Lesley is also the mother of an adopted son, born in another country and culture, whose presence in her life has reshaped her approach to inclusion and memory. In their home, the Canadian flag hangs side by side with the flag of her son’s heritage, and she proudly frames his citizenship certificate alongside her degrees.
“I’m Canadian. But we’ve kept my son’s culture and we acknowledge where he came from. We acknowledge the food that he came from and all those little bits of his life that he had. We didn’t force that to go away,” she says. From food and language to bedtime rituals, Lesley integrates her son’s cultural background into their daily life. In the classroom, this commitment reinforces her approach to teaching, which values authenticity, fosters empathy, and makes space for histories that are both deeply personal and globally interconnected.

Indigenous Knowledges
Lesley spoke about the importance of integrating Indigenous histories, knowledge, and perspectives into her teaching, which she described as a significant and necessary shift from her own educational background. Growing up in Newfoundland, she never learned about residential schools.
“When I finally learned they existed,” she recalled, “they were described as something that was back in the 1800s. And now I know that the last one didn’t close till 1997. I was in grade nine at that time. That’s alarming—that I sat in grade nine and didn’t know it was happening.”
Lesley is committed to helping her students understand not just the history but the ongoing legacies of colonial harm. Her approach includes classroom discussions about the Truth and Reconciliation Commission’s Calls to Action, which she explores with students through a critical lens.
“We still have only achieved fourteen of the goals,” she tells them, prompting the class to ask, “Why is it taking so long?” For Lesley, that question indicates that her students are part of the generation that can push for real change.
Lesley discussed the authentic voices and experiences of Indigenous people themselves. “They know more than I could ever know,” she said. Rather than speaking for others, she curates opportunities for students to learn directly from Indigenous knowledge holders through media, storytelling, music, and art. One example that stood out to her was a national livestream series for Truth and Reconciliation Week, which incorporated traditional drumming, dances, legends, and cooking demonstrations into the classroom in real time. These experiences didn’t just inform students; they moved them. Lesley used the school’s smart boards to stream live programming from across the country, followed by class discussions and opportunities to interact with presenters. Through these immersive and relational experiences, she helps students engage with Indigenous knowledge as a living, ongoing presence that expands their understanding of history, justice, and community.

Historical Thinking
Lesley’s approach to teaching historical thinking comes from lived experience, passionate mentors, and a love for storytelling, politics, and maps.

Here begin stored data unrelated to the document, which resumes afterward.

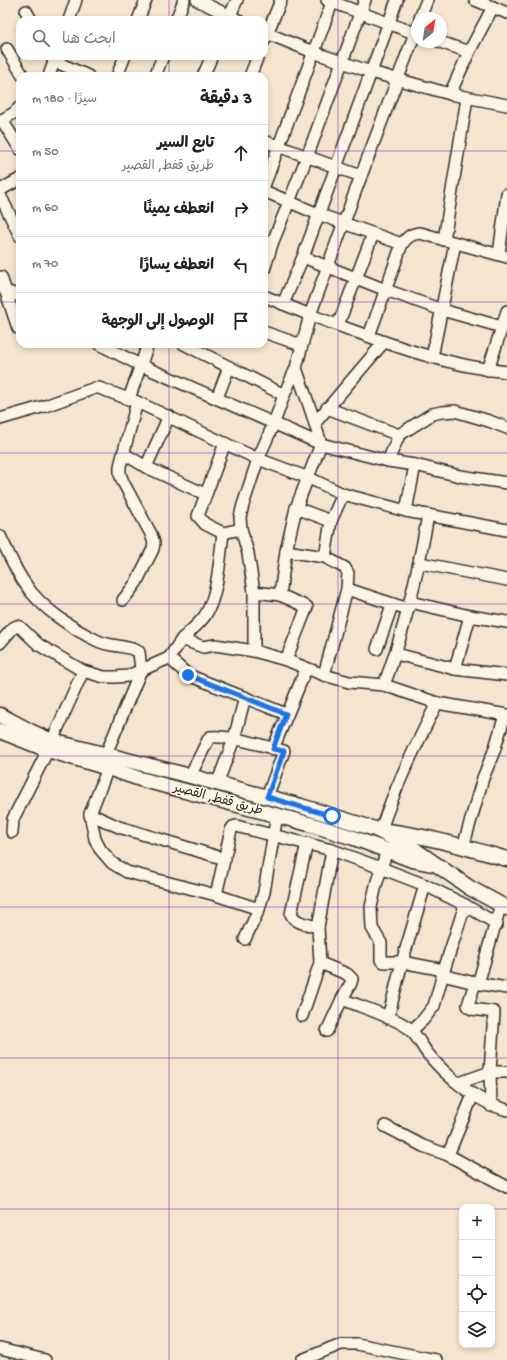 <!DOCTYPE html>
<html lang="ar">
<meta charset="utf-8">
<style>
body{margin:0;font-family:"Gochi Hand","Playpen Sans Arabic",sans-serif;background:#f2f2f2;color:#222;direction:rtl}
.controls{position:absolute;right:12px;bottom:12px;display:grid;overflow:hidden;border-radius:8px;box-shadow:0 2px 6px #0003}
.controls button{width:36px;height:36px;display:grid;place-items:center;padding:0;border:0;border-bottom:1px solid #e0e0e0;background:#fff;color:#222;font:20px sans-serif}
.compass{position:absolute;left:411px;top:12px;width:36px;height:36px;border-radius:50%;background:#fff;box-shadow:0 2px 6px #0003;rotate:30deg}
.stop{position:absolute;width:12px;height:12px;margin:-9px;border:3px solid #1a73e8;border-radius:50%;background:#fff}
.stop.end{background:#1a73e8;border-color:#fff;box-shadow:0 1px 4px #0008}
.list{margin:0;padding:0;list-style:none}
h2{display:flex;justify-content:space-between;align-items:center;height:52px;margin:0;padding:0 16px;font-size:17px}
h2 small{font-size:13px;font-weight:400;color:#767676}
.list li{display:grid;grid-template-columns:26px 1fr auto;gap:12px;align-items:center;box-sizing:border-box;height:56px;padding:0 16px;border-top:1px solid #e0e0e0}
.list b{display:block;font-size:15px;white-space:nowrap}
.list p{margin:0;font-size:13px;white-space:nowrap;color:#767676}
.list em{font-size:13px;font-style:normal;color:#767676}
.icon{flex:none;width:22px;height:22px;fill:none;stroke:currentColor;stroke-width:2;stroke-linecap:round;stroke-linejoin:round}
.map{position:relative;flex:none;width:507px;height:1360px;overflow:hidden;direction:ltr}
.search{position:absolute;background:#fff;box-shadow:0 2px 6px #0003;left:16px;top:16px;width:252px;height:44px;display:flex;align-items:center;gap:10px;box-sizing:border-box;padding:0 14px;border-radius:12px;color:#767676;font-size:15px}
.panel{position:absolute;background:#fff;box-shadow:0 2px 6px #0003;left:16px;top:72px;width:252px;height:276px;border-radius:12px;direction:rtl}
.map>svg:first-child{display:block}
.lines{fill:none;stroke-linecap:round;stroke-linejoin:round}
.minor-casing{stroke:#2b2b2b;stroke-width:14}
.major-casing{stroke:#2b2b2b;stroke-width:17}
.minor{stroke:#fcf5e5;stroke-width:11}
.major{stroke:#fcf5e5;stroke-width:14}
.route{stroke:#1a73e8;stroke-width:5}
.grid{fill:none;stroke:#7b2cbf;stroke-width:1;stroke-opacity:0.55}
.labels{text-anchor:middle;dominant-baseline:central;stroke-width:3;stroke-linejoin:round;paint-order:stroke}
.street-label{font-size:13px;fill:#2b2b2b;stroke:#fcf5e5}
</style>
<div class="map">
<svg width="507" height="1360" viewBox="0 0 507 1360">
<rect width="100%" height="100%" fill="#f5e5ce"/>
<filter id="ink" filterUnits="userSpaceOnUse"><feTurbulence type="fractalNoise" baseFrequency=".025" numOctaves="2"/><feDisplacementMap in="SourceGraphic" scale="8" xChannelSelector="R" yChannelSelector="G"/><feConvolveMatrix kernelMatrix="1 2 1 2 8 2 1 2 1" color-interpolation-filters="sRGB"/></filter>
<g filter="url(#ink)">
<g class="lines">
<defs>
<g id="minor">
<polyline points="197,0 238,20"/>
<polyline points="327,0 417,34"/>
<polyline points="475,0 507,13"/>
<polyline points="26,11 31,20"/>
<polyline points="420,18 427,0"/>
<polyline points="69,20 76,0"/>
<polyline points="138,20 146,0"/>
<polyline points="176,20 184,0"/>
<polyline points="228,20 237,0"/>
<polyline points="264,32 313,52 371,72 397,0"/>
<polyline points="264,41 281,0"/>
<polyline points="440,42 469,52"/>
<polyline points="7,49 23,76"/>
<polyline points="51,56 54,61 88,76"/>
<polyline points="49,76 56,56"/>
<polyline points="117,76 125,56"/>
<polyline points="155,76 163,56"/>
<polyline points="203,76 212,56"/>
<polyline points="250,76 258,56"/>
<polyline points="450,94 469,52 493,7"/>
<polyline points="2,120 20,149"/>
<polyline points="0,121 14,113 20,107"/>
<polyline points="264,141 361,176 417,28"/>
<polyline points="264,186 333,0"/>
<polyline points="0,190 20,179"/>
<polyline points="264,191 318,214 402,244 369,336"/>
<polyline points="0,195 20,236"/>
<polyline points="444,240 467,98"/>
<path d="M402,244c5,-7 9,-10 18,-11l87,24"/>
<polyline points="499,254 507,194"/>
<polyline points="303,257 386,290 442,310 502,327 488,370"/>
<polyline points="264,270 272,244 307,157 365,0"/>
<polyline points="0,278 1,277 18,328"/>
<polyline points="5,291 20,296"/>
<polyline points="264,296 310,315 361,176"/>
<polyline points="283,304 303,257 371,72 450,94 507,105"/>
<polyline points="338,325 373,234"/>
<polyline points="502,327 507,311"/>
<polyline points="264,332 301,345"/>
<polyline points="99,344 140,365 321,444 388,461 415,465 460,476 507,483"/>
<polyline points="184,344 284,395"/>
<polyline points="432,357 455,243"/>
<polyline points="217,398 229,367"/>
<polyline points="129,399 148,344"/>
<polyline points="327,408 399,435"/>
<polyline points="0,419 45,406 95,388 99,388 137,402 258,459 309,478 343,494 406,511 507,530"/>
<polyline points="315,423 384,342"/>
<polyline points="225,443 198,516 205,524 223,533 241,529"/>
<polyline points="123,453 146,467 205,494"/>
<polyline points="388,461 399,435 432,414 442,412 455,411 489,421 507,428"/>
<polyline points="146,467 169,416"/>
<polyline points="296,508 331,521"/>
<polyline points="406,511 415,465"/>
<path d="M0,536c8,16 15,34 26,49 14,22 48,45 72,56 12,6 30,4 41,11l2,18 -35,84"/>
<polyline points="286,551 325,557 345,568 348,573 347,589 324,675"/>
<polyline points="325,557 331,521 343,494"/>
<polyline points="420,563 507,580"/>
<polyline points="347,589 408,609"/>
<polyline points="254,592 280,595 307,607 286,660"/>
<polyline points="280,595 286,551 296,508 321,444 312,414 296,368"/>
<polyline points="123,600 136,583 153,549 154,543 151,534 123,482 120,474 120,466 137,402"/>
<polyline points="410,602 470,616 507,622"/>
<path d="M182,639c7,-7 16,-14 22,-22 14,-19 16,-61 19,-84"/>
<polyline points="0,643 13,628 17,626 20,627 39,645 83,671 104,677 115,677 128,676 169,658 182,639 203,647 215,645 254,651 286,660 324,675 349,682 384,685 437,703 507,715"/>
<polyline points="377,649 392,605"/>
<path d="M254,651v-59l-6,-39 -7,-24 -1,-12 3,-12 15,-46 16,-36 10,-28 12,-27 14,-53c64,23 129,50 197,57"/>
<polyline points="396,654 455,669 507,675"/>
<polyline points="169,658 188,675 286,714"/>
<polyline points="455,669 470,616"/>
<path d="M384,685c21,-55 34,-112 44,-170"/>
<polyline points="52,741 83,671"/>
<polyline points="273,749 306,669"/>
<polyline points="108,768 90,814 95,839 100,849 112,863 127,872 216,895 259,909"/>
<path d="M190,776l18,-36 2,-3c21,-2 53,9 74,14l-17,46"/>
<polyline points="217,784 234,739 245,697"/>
<polyline points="90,814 119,827 225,859"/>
<path d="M381,830c14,-44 36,-86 56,-127"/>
<polyline points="12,832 13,819 48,750"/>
<path d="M307,843l-16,71c5,10 17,10 27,13"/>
<polyline points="463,847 483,778 494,751 505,715"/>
<polyline points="387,850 376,885 371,907 372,928 381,943 381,960 384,962 402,962 444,970"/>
<polyline points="216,895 231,830 233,827 236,826 332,850 381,868 425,885 465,905 497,924"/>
<polyline points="245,939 259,909 264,892 277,815"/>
<path d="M320,963l27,11 5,5 -1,4 -9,16c19,8 53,18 68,30 7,7 12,17 18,25 20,24 49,48 79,56"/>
<polyline points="442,975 475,983 507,988"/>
<polyline points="475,983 468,1005 469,1007 472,1009 494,1012 490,1072 491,1106"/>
<polyline points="478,984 501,904"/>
<polyline points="302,1016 320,963 318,927 332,850"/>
<polyline points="388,1018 402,962 425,885"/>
<polyline points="327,1031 342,999"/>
<polyline points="411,1031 423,1020 434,1006 444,970 465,905"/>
<polyline points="459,1083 490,1072 507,1072"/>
<polyline points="385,1126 423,1146 448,1155 507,1187"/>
<polyline points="448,1155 473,1095"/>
<polyline points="0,1349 45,1360"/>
<polyline points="302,1360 341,1344 357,1344 421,1357"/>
<polyline points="420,1360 421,1357 436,1360"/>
</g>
<g id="major">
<polyline points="0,715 30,731 52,741 190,776 301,806 375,829 411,847 470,888 507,908"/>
<polyline points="0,731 48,750 108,768 140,779 309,824 354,838 412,860 432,864"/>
<path d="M387,831c41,5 81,17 120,28"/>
</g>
</defs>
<use href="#minor" class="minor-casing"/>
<use href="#major" class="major-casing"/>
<use href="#minor" class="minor"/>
<use href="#major" class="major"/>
</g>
</g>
<g class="lines" filter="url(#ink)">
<polyline class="route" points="188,675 286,714 273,749 284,751 267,797 332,816"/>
</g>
<path class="grid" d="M169,0v20M338,0v1360M169,56v20M0,151h20M264,151h243M0,302h20M264,302h243M169,344v1016M0,453h507M0,604h507M0,756h507M0,907h507M0,1058h507M0,1209h462M492,1209h15"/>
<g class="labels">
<g class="street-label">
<text transform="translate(218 800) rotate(15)">طريق قفط, القصير</text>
</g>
</g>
</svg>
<div class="controls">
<button>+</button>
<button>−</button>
<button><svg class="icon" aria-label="locate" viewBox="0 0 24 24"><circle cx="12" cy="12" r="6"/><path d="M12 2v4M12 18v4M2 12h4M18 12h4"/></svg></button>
<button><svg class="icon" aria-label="layers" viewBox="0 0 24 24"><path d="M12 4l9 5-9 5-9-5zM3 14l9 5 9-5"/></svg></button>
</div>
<svg class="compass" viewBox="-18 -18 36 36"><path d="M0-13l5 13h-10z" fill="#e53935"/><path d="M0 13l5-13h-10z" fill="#767676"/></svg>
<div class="stop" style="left:332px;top:816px"></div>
<div class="stop end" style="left:188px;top:675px"></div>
<div class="search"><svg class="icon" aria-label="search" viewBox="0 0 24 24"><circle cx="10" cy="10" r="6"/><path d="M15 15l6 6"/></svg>ابحث هنا</div>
<section class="panel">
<h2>3 دقيقة<small>سيرًا · 180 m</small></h2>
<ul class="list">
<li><svg class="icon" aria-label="ahead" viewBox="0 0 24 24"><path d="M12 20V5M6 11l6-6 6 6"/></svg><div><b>تابع السير</b><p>طريق قفط, القصير</p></div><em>50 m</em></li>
<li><svg class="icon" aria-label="right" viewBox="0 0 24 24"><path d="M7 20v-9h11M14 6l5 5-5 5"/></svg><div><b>انعطف يمينًا</b></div><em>60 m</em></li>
<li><svg class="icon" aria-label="left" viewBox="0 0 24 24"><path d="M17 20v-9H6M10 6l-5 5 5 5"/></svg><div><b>انعطف يسارًا</b></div><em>70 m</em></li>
<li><svg class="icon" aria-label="arrive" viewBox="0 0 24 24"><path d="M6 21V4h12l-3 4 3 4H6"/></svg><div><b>الوصول إلى الوجهة</b></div></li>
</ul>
</section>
</div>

She vividly recalled her Grade 12 social studies teacher, who flipped the script on traditional instruction from day one by saying, “‘here’s your textbook,’ and taking it and dropping it on the floor.” Instead of rote memorization, he offered open-ended projects, hands-on simulations, and provocations that made students feel like historians, diplomats, and critical thinkers. As a student, Lesley combined her love of sports and politics in a project on the Olympic Games, while classmates tackled topics such as the breakup of the Soviet Union or Cold War allegories in The Butter Battle Book. Two decades later, she still draws from that teacher’s playbook, recognizing that giving students autonomy and purpose is far more potent than teaching to the test.
Now, Lesley initiates student-centred activities. Her Model United Nations allows students to research global issues, choose countries, dress in business attire, and debate in formal assemblies with all the passion of real diplomats. Lesley has spoken at the actual UN in New York herself during a collegiate Model UN and chairs the Model UN sessions using the same procedures as international delegates. She described her visit to the UN in New York as “amazing” and noted that they “sat in the actual UN, the actual seats with the voting machines, debating a resolution.” Lesley also adopted a complete Model Parliament unit for elementary students after attending the Teachers Institute on Canadian Parliamentary Democracy.
Whether it’s reenacting global summits or transforming a classroom into a parliamentary chamber, Lesley is not just teaching history; she’s giving students the tools and confidence to become part of it.